Third-party kernel modules may or may not be signed. If not, then they cannot be loaded with Secure Boot on.

ELRepo has their own sign key. One has to import its certificate to UEFI with mokutil.
NVidia has their own sign key. One has to import its certificate to UEFI with mokutil.
The dkms creates a key for you. One has to import its certificate to UEFI with mokutil.


NVidia’s CUDA repository has proprietary and open drivers. Both precompiled (signed with NVidia’s key) and to build with dkms on your system.
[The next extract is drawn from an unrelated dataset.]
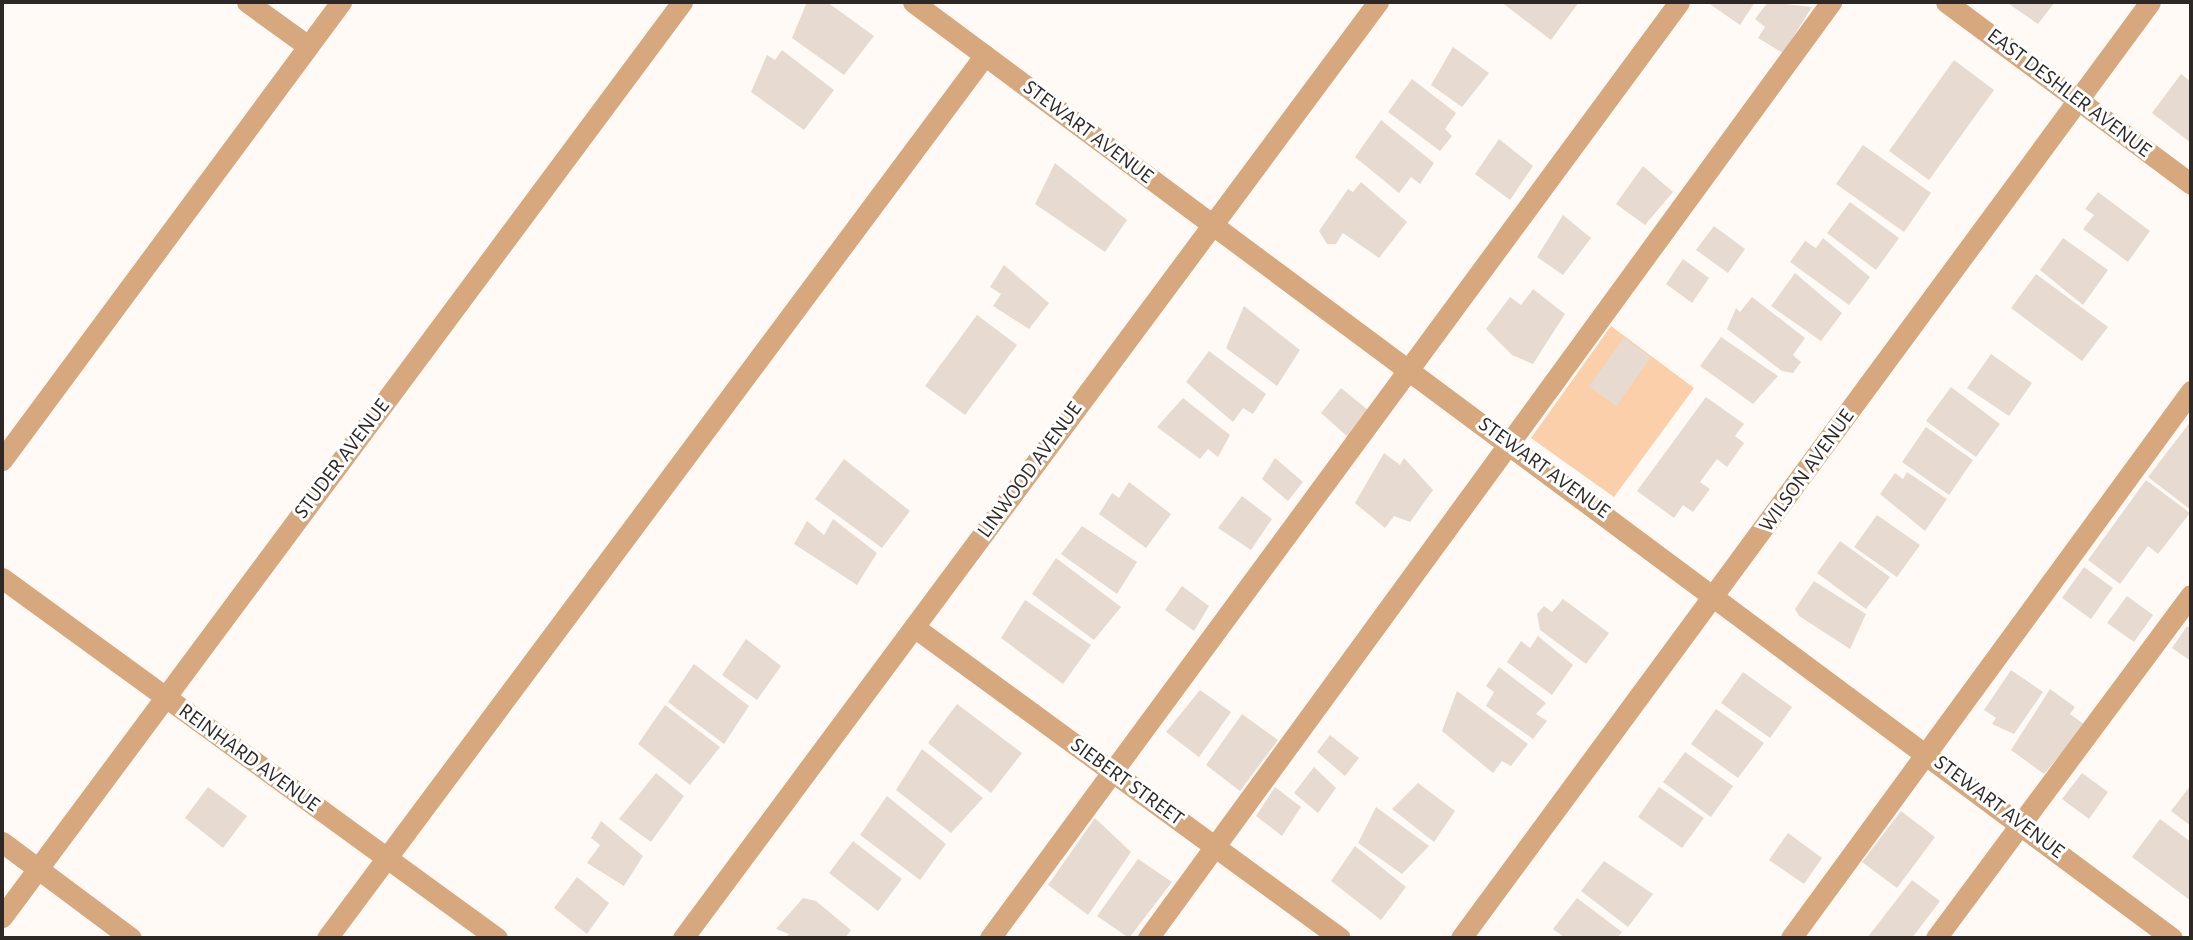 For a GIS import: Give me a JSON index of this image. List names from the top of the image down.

The “preview” of this annoucement will have another copy of precompiled open driver, signed with RHEL’s key. These will be useful only if your system has RHEL’s key, i.e. if you have installed RHEL. That is a convenience for RHEL users – no need to add certificate with mokutil, but will not help other distros.


The NVidia’s open drivers support only Turing and newer NVidia cards.
The Blackwell seems to be the last generation supported by NVidia’s proprietary drivers.
NVidia writes:

The proprietary flavor supports the GPU architectures Maxwell, Pascal, Volta, Turing, and later GPUs until Blackwell. Blackwell and later are only supported by the open kernel modules.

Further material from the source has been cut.